В самом деле, здешние поэты знают только о Гомере, и в своих стихотворениях, которые читают по всякому случаю, в особенности же перед сражением, дабы возбуждать сограждан, не допускают даже возможности существования какого-нибудь другого поэта:
- В этом отношении Гомер подействовал на ваших поэтов словно золотуха. Вы знать не хотите Фокилида, а между тем, он принадлежит в Элладе к числу славнейших поэтов! Вот согласись, это как с купцом, который привез вина: прежде, чем покупать бат, ты попробуешь хотя бы лог. Так и с Фокилидом. Можешь познакомиться с его стихами в Риме у риторов, если поедешь со мной. А сейчас – по небольшому образчику, который я дам тебе: «Хорошо управляемый маленький городок на утёсе лучше необузданной Ниневии». Это тебе ничего не напоминает? Не сто́ят ли эти стихи для мыслящего человека целой «Илиады» или «Одиссеи»? Вот ты, слушал всю жизнь об Одиссее и немало о всяких там Ахилловых прыжках, атаках и голосе, будто бы он одним криком обратил вспять троянцев…

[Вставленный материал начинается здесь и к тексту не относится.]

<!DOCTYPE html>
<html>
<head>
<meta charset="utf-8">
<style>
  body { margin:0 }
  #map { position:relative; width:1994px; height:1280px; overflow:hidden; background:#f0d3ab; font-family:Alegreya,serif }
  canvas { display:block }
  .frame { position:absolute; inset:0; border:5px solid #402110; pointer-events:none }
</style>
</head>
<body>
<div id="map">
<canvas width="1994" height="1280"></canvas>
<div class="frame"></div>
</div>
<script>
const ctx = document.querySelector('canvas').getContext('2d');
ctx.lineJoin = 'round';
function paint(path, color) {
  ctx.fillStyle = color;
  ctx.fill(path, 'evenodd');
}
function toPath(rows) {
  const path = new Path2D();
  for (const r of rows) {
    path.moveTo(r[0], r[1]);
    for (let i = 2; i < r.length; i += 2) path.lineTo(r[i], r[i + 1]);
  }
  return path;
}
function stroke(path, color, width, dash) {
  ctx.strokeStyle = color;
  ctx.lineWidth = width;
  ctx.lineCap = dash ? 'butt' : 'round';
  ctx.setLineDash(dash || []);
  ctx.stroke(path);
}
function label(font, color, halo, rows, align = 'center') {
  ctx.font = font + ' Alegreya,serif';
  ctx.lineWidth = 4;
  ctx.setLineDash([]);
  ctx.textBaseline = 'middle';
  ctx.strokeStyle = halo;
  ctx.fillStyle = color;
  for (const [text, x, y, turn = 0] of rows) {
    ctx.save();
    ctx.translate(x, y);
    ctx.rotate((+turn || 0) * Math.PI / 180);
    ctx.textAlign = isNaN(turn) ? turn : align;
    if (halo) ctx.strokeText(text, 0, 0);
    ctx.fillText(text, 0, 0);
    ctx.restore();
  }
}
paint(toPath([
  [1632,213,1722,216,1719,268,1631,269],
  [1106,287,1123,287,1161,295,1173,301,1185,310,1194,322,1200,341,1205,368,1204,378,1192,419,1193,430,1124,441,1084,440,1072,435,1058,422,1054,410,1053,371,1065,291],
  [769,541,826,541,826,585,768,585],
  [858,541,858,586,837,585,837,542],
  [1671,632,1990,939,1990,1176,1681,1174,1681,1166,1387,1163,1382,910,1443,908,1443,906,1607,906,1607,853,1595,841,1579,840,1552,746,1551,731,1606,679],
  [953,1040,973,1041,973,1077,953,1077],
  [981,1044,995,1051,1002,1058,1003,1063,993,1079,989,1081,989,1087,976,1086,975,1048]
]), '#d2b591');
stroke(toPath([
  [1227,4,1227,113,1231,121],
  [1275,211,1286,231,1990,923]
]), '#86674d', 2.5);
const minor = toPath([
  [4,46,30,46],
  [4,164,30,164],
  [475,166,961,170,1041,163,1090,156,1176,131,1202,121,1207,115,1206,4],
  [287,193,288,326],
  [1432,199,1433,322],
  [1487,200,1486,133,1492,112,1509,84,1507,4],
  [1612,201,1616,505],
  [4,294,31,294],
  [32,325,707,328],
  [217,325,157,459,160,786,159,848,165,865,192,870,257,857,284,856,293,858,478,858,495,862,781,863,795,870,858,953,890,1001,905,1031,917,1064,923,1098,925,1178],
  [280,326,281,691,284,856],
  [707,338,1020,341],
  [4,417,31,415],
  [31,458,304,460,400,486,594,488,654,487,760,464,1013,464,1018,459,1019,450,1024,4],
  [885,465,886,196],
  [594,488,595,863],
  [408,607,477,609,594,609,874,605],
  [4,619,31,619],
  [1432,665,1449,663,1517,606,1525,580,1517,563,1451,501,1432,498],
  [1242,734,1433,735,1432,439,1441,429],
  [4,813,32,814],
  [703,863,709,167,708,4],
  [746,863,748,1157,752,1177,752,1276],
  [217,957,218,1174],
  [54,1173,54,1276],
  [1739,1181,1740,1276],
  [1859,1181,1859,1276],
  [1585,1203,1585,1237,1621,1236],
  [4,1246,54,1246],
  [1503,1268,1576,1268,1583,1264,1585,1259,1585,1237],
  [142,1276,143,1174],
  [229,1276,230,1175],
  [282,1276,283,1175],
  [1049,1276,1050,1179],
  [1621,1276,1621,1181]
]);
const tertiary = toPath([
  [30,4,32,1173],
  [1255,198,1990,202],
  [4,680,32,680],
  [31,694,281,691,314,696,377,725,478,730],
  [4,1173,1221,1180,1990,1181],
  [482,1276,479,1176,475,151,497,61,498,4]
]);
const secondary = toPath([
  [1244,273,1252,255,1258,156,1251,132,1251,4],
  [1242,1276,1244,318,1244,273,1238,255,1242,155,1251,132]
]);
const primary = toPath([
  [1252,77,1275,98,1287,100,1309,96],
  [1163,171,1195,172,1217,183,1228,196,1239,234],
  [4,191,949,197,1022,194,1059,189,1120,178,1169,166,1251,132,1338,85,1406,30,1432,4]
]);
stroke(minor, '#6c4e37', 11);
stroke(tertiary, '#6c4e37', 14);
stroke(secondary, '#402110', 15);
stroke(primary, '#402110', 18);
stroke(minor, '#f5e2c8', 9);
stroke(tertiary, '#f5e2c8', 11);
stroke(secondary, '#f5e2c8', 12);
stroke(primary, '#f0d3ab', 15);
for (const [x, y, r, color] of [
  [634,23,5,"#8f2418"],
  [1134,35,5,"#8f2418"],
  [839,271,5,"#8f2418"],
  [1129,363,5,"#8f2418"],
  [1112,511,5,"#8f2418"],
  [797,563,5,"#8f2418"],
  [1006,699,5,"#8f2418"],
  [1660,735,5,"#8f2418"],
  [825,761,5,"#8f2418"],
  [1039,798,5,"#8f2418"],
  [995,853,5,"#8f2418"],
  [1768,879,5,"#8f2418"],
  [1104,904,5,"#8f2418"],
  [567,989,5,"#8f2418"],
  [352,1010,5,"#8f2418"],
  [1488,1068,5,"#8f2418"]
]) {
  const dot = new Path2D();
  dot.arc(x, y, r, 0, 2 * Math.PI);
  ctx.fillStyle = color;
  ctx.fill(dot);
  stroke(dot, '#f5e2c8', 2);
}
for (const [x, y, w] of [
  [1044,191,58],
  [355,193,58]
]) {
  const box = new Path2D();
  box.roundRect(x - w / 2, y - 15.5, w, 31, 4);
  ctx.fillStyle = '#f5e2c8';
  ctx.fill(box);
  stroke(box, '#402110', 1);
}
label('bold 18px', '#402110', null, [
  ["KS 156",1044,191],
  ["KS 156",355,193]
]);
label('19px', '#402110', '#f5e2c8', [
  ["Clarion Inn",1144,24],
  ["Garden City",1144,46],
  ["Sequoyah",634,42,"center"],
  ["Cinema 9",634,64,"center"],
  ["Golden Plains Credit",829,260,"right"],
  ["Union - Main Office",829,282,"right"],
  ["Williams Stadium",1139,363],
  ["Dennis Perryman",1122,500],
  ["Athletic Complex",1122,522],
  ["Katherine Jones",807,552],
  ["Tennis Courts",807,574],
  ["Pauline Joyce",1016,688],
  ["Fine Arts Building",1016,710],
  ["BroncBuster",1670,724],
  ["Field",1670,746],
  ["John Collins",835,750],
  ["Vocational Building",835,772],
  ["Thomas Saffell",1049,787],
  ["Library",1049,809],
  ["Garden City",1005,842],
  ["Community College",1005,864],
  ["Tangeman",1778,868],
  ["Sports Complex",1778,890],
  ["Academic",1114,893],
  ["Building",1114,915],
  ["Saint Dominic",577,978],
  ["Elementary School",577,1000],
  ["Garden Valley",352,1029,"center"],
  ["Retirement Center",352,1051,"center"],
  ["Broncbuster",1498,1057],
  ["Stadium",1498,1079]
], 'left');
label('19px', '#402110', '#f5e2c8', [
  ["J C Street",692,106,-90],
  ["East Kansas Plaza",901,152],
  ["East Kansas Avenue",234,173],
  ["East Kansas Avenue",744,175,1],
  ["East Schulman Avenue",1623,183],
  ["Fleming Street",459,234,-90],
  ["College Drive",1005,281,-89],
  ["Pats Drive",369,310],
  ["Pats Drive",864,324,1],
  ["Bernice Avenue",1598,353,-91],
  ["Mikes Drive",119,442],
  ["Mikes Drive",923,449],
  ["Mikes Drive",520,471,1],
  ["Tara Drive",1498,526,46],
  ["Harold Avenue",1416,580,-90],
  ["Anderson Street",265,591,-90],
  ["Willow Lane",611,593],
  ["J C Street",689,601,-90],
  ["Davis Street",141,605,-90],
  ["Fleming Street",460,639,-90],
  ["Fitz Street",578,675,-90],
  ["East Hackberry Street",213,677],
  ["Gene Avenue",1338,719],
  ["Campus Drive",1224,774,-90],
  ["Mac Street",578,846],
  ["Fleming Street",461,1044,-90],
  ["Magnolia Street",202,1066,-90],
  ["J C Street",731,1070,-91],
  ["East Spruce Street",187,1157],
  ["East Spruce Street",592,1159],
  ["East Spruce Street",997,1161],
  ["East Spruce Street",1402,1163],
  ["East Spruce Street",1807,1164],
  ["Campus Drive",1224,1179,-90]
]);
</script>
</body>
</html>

- Ах, Хрисостом! Мы тебя здесь все любим и уважаем, и я с удовольствием поеду за тобой… Не знаю, как там с Фокилидом в Риме, а у нас тут чтут Гомера, и Ахилл – наш бог, и никто здесь не вынесет подобных наветов и оскорблений, недоверчивости к нам, варварам-невежам, выказываемой… А нет – так до той стороны Гипаниса 200 стадиев…. Смеяться будешь моей непоследовательности, но тебя будто сам Ахилл со своего острова послал.
***
Смотритель маяка едет на Гипполаев мыс, славный ещё по слову Геродота, но я остаюсь у поворота на село с названием Александровка, каких по названию в земле греческой веры без счёта.
Слова. Как соединить в уме совершенно разные миры: убийственную для живой безлюдности перенаселённую аграрную Украину со страной полыни и тырсы, где, в травах по грудь, подступают среди бела дня коварные савроматы, и только где-то по краям, при схождении Чёрного моря и дикого поля, прилепились споры верипасиса? Совершенно одно и то же географически место! Дома из того же ракушечника и даже каменоломни с предками общие, рыбы из того же лимана Озолимны; речки разве что обмелели и байраки пропали. Люди выше всякой меры навалились на землю и та их, иванов родства не помнящих, с трудом носит, или климат поменялся? Разве это для ощущений связи важно?! Умствование, - говорю я себе по дороге, - места-то – вот они, и люди те же, крепкие умом красавцы и красавицы; те же – и другие, бесстрастно всматривающиеся вечерами в неохватную даль. И уже не путают корабельщики в бурю качающиеся тополя с верхушками разоружённых мачт.
-----------
* Борисфен, Борисфенида – античная колония в Северном Причерноморье, заложенная в VII веке до н.э. и построенная выходцами из Милета (прим. ред.)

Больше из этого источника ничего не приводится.